Deze beslissing van het Hooggerechtshof heeft invloed op het lidmaatschap van de vakbond voor zowel de NEA als de AFT door het elimineren van fondsen die ze kunnen verzamelen van leraren die geen lid zijn van een vakbond.
Hoewel het lidmaatschap van een vakbond niet verplicht is, biedt een leraar die lid wordt van een vakbond rechtsbescherming en andere voordelen. Volgens het rapport uit 2012 “Hoe sterk zijn Amerikaanse lerarenverenigingen? van het Thomas Fordham Institute, "Studies hebben over het algemeen geconcludeerd dat schooldistricten met sterke vakbonden hun leraren meer betalen."
Historisch gezien hebben lerarenverenigingen een belangrijke rol gespeeld bij het verhogen van lerarensalarissen.

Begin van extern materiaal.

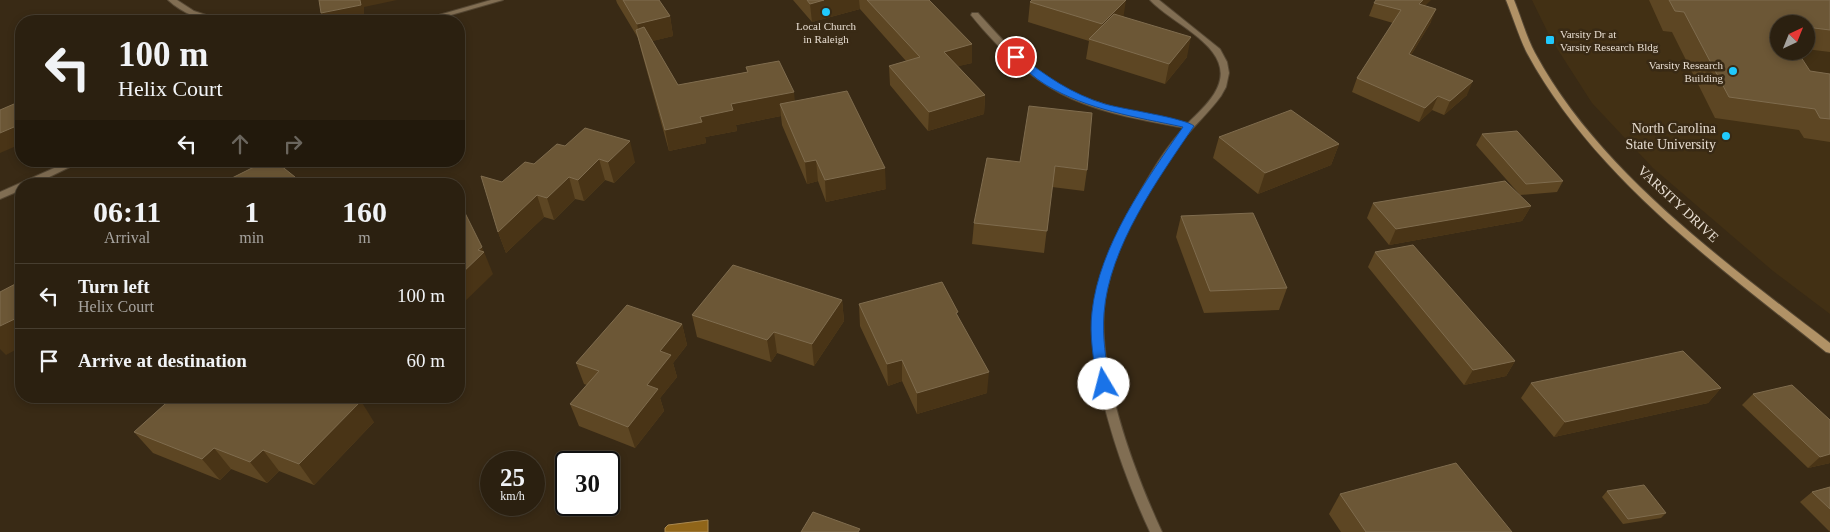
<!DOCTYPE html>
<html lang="en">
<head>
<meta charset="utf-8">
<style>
	:root { --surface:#2b2010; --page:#372d1e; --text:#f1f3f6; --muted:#a6a39f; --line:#473e30 }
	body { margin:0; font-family:Georgia,serif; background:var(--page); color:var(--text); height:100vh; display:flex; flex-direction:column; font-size:19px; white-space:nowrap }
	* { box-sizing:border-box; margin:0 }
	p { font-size:16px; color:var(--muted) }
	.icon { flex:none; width:28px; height:28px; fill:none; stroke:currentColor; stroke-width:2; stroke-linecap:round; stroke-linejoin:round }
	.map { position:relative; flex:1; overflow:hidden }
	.drawer { position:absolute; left:15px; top:178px; width:450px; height:225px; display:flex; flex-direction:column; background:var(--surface); border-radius:20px; box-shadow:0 2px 8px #0003,0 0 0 1px var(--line) }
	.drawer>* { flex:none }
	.banner { position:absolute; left:15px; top:15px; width:450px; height:152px; border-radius:20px; box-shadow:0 2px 8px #0003,0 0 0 1px var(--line); background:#2b2010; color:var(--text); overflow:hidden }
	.needle { width:32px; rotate:43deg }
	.buttons { position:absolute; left:1770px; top:15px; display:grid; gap:10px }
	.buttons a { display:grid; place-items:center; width:45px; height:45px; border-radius:50%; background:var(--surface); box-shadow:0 2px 8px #0003,0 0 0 1px var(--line); font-size:25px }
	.speed { position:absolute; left:480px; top:451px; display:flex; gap:10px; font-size:25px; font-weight:700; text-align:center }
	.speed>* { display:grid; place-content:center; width:65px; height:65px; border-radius:50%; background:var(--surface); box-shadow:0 2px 8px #0003,0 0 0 1px var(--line); line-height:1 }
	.speed small { font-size:12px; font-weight:400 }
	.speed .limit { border:2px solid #111; border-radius:8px; background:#fff; color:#111 }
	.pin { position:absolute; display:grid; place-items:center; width:42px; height:42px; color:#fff; margin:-21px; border:2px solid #fff; border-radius:50%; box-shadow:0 1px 5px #0007 }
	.me { position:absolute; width:55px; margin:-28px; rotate:352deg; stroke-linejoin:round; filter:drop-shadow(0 0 4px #0008) }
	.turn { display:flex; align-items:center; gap:18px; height:105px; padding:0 20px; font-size:22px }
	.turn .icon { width:65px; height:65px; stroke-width:2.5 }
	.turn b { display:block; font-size:35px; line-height:42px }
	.lanes { display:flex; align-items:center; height:48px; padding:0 20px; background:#0003; justify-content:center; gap:25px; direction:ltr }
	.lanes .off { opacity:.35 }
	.eta { display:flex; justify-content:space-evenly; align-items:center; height:85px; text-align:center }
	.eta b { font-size:30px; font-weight:700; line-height:35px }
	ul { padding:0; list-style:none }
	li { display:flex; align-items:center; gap:15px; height:65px; padding:0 20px; border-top:1px solid var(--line) }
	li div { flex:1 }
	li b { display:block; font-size:19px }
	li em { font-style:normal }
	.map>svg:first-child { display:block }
	.built { fill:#423014; fill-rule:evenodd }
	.water { fill:#906519; stroke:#aa8950 }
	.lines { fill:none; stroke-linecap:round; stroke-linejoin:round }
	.street-casing { stroke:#554733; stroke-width:2 }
	.secondary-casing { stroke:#554733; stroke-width:2 }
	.street { fill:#816e53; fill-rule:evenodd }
	.secondary { fill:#b19266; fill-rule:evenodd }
	.wall { fill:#5d4623 }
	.shaded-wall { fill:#493416 }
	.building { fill:#6c5736; stroke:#7f6c4e }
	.route { fill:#1a73e8; stroke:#114b97 }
	.poi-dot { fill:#20c9fd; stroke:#392a15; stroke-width:2 }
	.labels { text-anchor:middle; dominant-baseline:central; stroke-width:5; stroke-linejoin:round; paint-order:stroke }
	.far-poi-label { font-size:11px; fill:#e7ddd1; stroke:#392a15 }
	.poi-label { font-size:14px; fill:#e7ddd1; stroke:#392a15; text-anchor:end }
	.street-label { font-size:14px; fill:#e7ddd1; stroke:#392a15 }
</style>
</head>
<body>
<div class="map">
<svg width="1830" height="532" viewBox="0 0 1830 532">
	<rect width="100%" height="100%" fill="#392a15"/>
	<!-- built -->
	<path class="built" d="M1532,0h298v314l-57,-43 -120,-103 -61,-65 -41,-64zM1779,24h27v27h-27z"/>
	<!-- water -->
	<path class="water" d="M708,520v12h-43v-4l3,-3z"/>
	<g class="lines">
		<!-- street casing -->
		<g class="street-casing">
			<g id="street">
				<path d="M168,0h9l17,11 30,10c-20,1 -41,-7 -56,-21z"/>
				<path d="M491,0h12l-73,21h-12z"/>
				<path d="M1150,0h9l61,49 7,13 2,11 -3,14 -5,9c-12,17 -29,31 -42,49 -31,44 -62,95 -73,149 -13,69 27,175 56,238h-12c-29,-62 -68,-170 -54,-238 7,-35 24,-66 41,-97 14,-24 28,-49 47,-69 -42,-8 -86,-15 -124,-35 -34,-18 -65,-48 -89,-78l1,-2h6c22,24 44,50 72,68 42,25 91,33 138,42 9,-9 19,-18 26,-29 28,-44 -39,-67 -64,-94z"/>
				<path d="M70,161h12l-47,23h-14v6l-21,9v-7z"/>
			</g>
		</g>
		<!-- secondary casing -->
		<g class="secondary-casing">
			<path id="secondary" d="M1506,0h8c7,17 12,36 21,53 64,119 190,209 295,290v10l-4,-1c-108,-86 -232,-175 -299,-299 -8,-16 -14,-36 -21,-53z"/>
		</g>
		<!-- street -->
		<use href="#street" class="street"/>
		<!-- secondary -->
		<use href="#secondary" class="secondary"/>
	</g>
	<!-- wall -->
	<g class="wall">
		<path d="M616,0h43l11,16 3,20 -21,5 26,44 69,-13 -1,-5 49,34 91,88 -60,13 -8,-21 -11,3 -25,-59 -1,-9 -45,9 1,6 -32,6 1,6 -37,8 -28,-101 -3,-12 -21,-35z"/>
		<path d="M793,0h136l43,44v19l-14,3 27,29 -1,19 -56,17 -38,-46 -1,-19 17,-5 -46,-52 -48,13z"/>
		<path d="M1649,0h181v52l-24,-3v-25h-27l31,47 20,3v68l-26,-4 -5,-8 -84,-12 -43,-86 -9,-1z"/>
		<path d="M1030,2l93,14 64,41 -22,27 -79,-25 3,-18 -61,-19z"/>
		<path d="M1374,3l51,3 6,16 -20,33 56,40 -23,20 -12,-5 -13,12 -67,-30 5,-14 36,-55 -24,-7z"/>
		<path d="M1482,134l81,47 -6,11 -37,3 -44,-50z"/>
		<path d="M1219,137l120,7 -8,21 -73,29 -45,-36z"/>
		<path d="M565,146l70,16 -21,21 -9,-3 -21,21 -9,-2 -21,21 -10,-3 -38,36 -8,-21 36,-68z"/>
		<path d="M1020,162l67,8 -3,21 -32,-4 -8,66 -72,-9 2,-21z"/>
		<path d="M1373,203l158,3 -9,15 -133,24 -22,-27z"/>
		<path d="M1181,216l106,72 -8,22 -75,3 -28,-76z"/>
		<path d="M1375,252l140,109 -9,15 -42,9 -96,-118z"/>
		<path d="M842,300l2,21 -30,45 -37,-13 -6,9 -74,-25 -5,-22z"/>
		<path d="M859,304l99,12 29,77 -70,21 -15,-33 -14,5 -28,-60z"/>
		<path d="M682,324l5,21 -14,18 4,14 -17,21 4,13 -29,37 -56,-22 -9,-22 17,-19 -3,-1 -8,-21z"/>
		<path d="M1531,383l190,5 -13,15 -154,34 -33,-39z"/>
		<path d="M1753,394l77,26v43l-22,5 -66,-63z"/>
		<path d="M374,422l-60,63 -35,-14 -12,12 -36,-14 -11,11 -67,-27 -19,-21z"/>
		<path d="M1830,487v45l-30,-30 12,-10z"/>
		<path d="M1607,491l59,22 -5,5 -38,6 -21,-27z"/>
		<path d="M1340,494l172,38h-171l-12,-18z"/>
	</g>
	<!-- shaded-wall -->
	<g class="shaded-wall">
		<path d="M360,0h37l-33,7v7l-34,7h-5l-4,-8z"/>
		<path d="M824,0h35l1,9 -48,13 -2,-18z"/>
		<path d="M1126,0l-3,20 -23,22 2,-18z"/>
		<path d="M1423,0h8l-17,17 5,-13z"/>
		<path d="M1436,9l-5,13 -28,46 6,-14z"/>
		<path d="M670,16l3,20 -32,8 -4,-20z"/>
		<path d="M1191,37l-4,20 -22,27 4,-20z"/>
		<path d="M972,44v19l-29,7 1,-18z"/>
		<path d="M1473,81l-6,14 -23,20 6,-14z"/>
		<path d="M459,84l4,12 -4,1z"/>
		<path d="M794,92l2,21 -16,-9 1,12 -45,9 1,6 -32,6 1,6 -37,8 -4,-21 66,-26z"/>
		<path d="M985,95l-1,19 -56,17 1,-19z"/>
		<path d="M1438,96l-6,14 -13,12 6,-14z"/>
		<path d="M21,124v20l-21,9v-20z"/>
		<path d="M630,141l5,21 -21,21 -6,-21z"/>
		<path d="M1339,144l-8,21 -73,29 7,-21z"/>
		<path d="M599,159l6,21 -21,21 -6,-21z"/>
		<path d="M816,160l2,21 -11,3 -2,-22z"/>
		<path d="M356,161h25l-9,3 -1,-2 -13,4z"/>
		<path d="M885,168l1,21 -60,13 -1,-22z"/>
		<path d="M295,177l4,7h-18z"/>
		<path d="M569,177l6,22 -21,21 -7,-22z"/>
		<path d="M537,195l7,22 -38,36 -8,-21z"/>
		<path d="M1531,206l-9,15 -133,24 7,-16z"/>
		<path d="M482,247l11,27 -34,33v-31l19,-26z"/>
		<path d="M842,300l2,21 -30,45 -2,-22z"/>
		<path d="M21,316v31l-15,8 -6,-6v-23z"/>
		<path d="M682,324l5,21 -14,18 4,14 -17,21 4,13 -29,37 -7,-21 19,-42 13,-34z"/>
		<path d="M774,332l3,21 -6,9 -4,-22z"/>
		<path d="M902,360v21l-14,5 -1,-22z"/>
		<path d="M1515,361l-9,15 -42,9 9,-15z"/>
		<path d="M989,372l-2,21 -70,21v-21z"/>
		<path d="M1721,388l-13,15 -154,34 11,-15z"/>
		<path d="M361,401l13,21 -60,63 -15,-21z"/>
		<path d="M214,448l17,21 -11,11 -18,-21z"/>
		<path d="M263,450l16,21 -12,12 -17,-21z"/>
		<path d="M1830,454v9l-22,5 12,-11z"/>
	</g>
	<!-- building -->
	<g class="building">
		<path d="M319,0h41l1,5 -40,8z"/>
		<path d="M623,0h36l11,16 -33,8z"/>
		<path d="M807,0h17l-14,4z"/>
		<path d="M867,0h62l43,44 -28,8 41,43 -56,17 -40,-46 31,-9z"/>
		<path d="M1032,0h94l-24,24 -72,-22z"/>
		<path d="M1376,0h47l-4,4 17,5 -27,45 64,27 -23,20 -12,-5 -13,12 -68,-30 44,-68 -27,-7z"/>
		<path d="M1669,0h161v30l-24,-3v-3h-27v27h18l13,20 20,3v45l-10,-1 -5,-9 -86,-12 -45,-85 -9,-1z"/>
		<path d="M1114,14l77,23 -22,27 -80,-25z"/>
		<path d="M644,27l34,58 70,-13 -2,-5 33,-6 15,31 -63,12 2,6 -33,7 2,5 -37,8 -29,-100z"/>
		<path d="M847,91l38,77 -60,12 -9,-20 -11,2 -25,-58z"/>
		<path d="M21,101v23l-21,9v-23z"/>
		<path d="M1029,106l63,7 -5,57 -32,-4 -8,65 -73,-8 13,-65 33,4z"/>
		<path d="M1291,110l48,34 -74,29 -46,-36z"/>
		<path d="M585,128l45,13 -22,21 -9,-3 -21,21 -9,-3 -22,21 -10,-3 -39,37 -17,-56 21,6 23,-20 9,2 23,-20 8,2z"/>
		<path d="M1517,131l46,50 -37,3 -44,-50z"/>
		<path d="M266,161h9l20,16 -14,7h-61z"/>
		<path d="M1505,181l26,25 -135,23 -23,-26z"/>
		<path d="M462,207l20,40 -4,3 6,2 -25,24v-66z"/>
		<path d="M1253,213l34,75 -77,3 -29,-75z"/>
		<path d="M1413,245l102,116 -42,9 -98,-118z"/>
		<path d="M733,265l109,35 -30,44 -38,-12 -7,8 -75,-25z"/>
		<path d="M21,281v35l-21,10v-34z"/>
		<path d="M942,282l16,30 -2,1 33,59 -72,21 -15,-33 -15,4 -28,-60z"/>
		<path d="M627,305l55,19 -22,27 11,4 -24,30 11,4 -30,38 -58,-23 29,-33 -23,-8z"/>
		<path d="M1683,351l38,37 -156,34 -34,-39z"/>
		<path d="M1792,385l38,35v34l-10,3 -67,-63z"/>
		<path d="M174,396h137l4,2 2,-2h31l13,5 -62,63 -36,-14 -13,12 -36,-14 -12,11 -68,-27z"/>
		<path d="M1456,463l56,69h-146l-26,-38z"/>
		<path d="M1644,485l22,28 -38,6 -21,-28z"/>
		<path d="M1830,487v22l-18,-17z"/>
		<path d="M813,512l47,17 -2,3h-57z"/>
	</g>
	<!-- route -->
	<path class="route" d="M1013,55h6c27,21 53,39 86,49 17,5 80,14 89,22 -36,53 -85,121 -90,187 -2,24 2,47 6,71l-6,5 -7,-5c-3,-24 -8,-48 -5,-72 7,-66 54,-132 91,-185 -47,-10 -95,-17 -137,-42 -12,-7 -22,-18 -33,-26z"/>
	<!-- markers -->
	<g class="poi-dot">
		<circle cx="826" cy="12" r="5"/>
		<rect x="1545" y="35" width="10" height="10" rx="2.5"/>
		<circle cx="1733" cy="71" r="5"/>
		<circle cx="1726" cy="136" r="5"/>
	</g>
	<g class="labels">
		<!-- far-poi labels -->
		<g class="far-poi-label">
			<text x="826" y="26">Local Church<tspan x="826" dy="13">in Raleigh</tspan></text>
			<text x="1560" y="34" text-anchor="start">Varsity Dr at<tspan x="1560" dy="13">Varsity Research Bldg</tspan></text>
			<text x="1723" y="65" text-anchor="end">Varsity Research<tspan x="1723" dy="13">Building</tspan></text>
		</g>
		<!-- poi labels -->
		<g class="poi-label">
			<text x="1716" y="128">North Carolina<tspan x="1716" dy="16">State University</tspan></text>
		</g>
		<!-- street labels -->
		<g class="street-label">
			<text transform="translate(1678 204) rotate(43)">VARSITY DRIVE</text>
		</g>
	</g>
</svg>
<div class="buttons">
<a><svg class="needle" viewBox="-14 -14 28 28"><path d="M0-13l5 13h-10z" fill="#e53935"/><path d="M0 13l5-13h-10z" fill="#a6a39f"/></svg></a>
</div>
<div class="speed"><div>25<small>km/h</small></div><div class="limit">30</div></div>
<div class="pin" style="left:1016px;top:57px;background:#d93025"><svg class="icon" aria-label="arrive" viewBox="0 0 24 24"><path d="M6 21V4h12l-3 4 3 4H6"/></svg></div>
<svg class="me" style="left:1104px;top:384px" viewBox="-20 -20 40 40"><circle r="19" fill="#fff"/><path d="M0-13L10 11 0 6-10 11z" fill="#1a73e8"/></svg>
<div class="banner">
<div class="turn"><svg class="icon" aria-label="left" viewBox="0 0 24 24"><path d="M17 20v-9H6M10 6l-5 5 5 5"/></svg><div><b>100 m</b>Helix Court</div></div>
<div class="lanes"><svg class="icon" aria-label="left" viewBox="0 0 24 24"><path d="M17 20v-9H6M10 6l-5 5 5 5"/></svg><svg class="icon off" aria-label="ahead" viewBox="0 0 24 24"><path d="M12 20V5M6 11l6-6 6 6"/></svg><svg class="icon off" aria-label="right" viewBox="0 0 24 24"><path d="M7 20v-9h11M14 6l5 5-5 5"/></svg></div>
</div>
<section class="drawer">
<div class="eta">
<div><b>06:11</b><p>Arrival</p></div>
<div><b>1</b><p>min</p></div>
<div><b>160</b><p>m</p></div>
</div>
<ul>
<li><svg class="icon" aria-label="left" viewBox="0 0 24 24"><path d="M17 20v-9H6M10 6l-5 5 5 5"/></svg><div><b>Turn left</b><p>Helix Court</p></div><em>100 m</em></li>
<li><svg class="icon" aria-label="arrive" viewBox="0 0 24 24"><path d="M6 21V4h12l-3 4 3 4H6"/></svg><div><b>Arrive at destination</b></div><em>60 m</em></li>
</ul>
</section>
</div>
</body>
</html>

In 1857 werd de NEA in Philadelphia opgericht door 43 opvoeders om zich te concentreren op het verhogen van lerarensalarissen. In 1916 werd de American Federation of Teachers ook opgericht om de salarissen van leraren aan te pakken en discriminatie van vrouwelijke leraren te stoppen. De AFT onderhandelde tegen contracten waarbij leerkrachten verplicht waren:
"Draag rokken van bepaalde lengte, geef zondagsschool les en ontvang geen herenbellers meer dan drie keer per week."
Maar beide hebben de vakbonden ook sociale kwesties en politiek beleid beïnvloed sinds hun oprichting. In het begin van de 20e eeuw pakte de NEA bijvoorbeeld de wetgeving inzake kinderarbeid aan, werkte ze aan geëmancipeerde slaven en onderwees ze tegen de gedwongen assimilatie van indianen. De AFT was ook politiek actief en leidde in de jaren zestig 20 "Freedom Schools" in het Zuiden en vocht voor burgerlijke en stemrechten voor alle Amerikaanse burgers die hun rechten hebben verloren.
Vakbonden pakken vandaag andere sociale kwesties en politiek beleid aan, waaronder verschillende federaal verplichte onderwijsinitiatieven (NCLB, Race to the Top), evenals uitgaven per leerling, universele toegang tot kleuterschool en de uitbreiding van charter-scholen.
Critici van vakbonden beweren dat zowel de NEA als de AFT pogingen tot hervorming van het onderwijs hebben geblokkeerd. Het Fordham-rapport constateert kritiek dat 'vakbonden er over het algemeen in slagen om de baanzekerheid van leraren te behouden', vaak 'ten koste van betere kansen voor kinderen'.
Voorstanders van vakbonden van leraren daarentegen beweren dat "verzet tegen verkeerde hervormingen gerechtvaardigd is." In hetzelfde rapport wordt opgemerkt dat "de staten met een sterke vakbond ten minste even goed presteren als alle andere (en beter dan vele)" op de nationale evaluatie van de educatieve vooruitgang. (NAEP). De NAEP is de grootste landelijk representatieve en voortdurende beoordeling van wat Amerikaanse studenten weten en kunnen doen in wiskunde, wetenschappen en lezen.
Beide lerarenbonden hebben een diepe ledenpool omdat het beroep van beroep meer vakbondspersoneel in dienst heeft in de publieke of private sector dan enig ander beroep. Nu hebben nieuwe leraren het recht om te kiezen om lid te worden van die pool of niet, omdat ze beslissen of vakbondslidmaatschap geschikt is voor hen. Ze kunnen contact opnemen met de AFT of de NEA voor aanvullende informatie over vakbondsuitkeringen.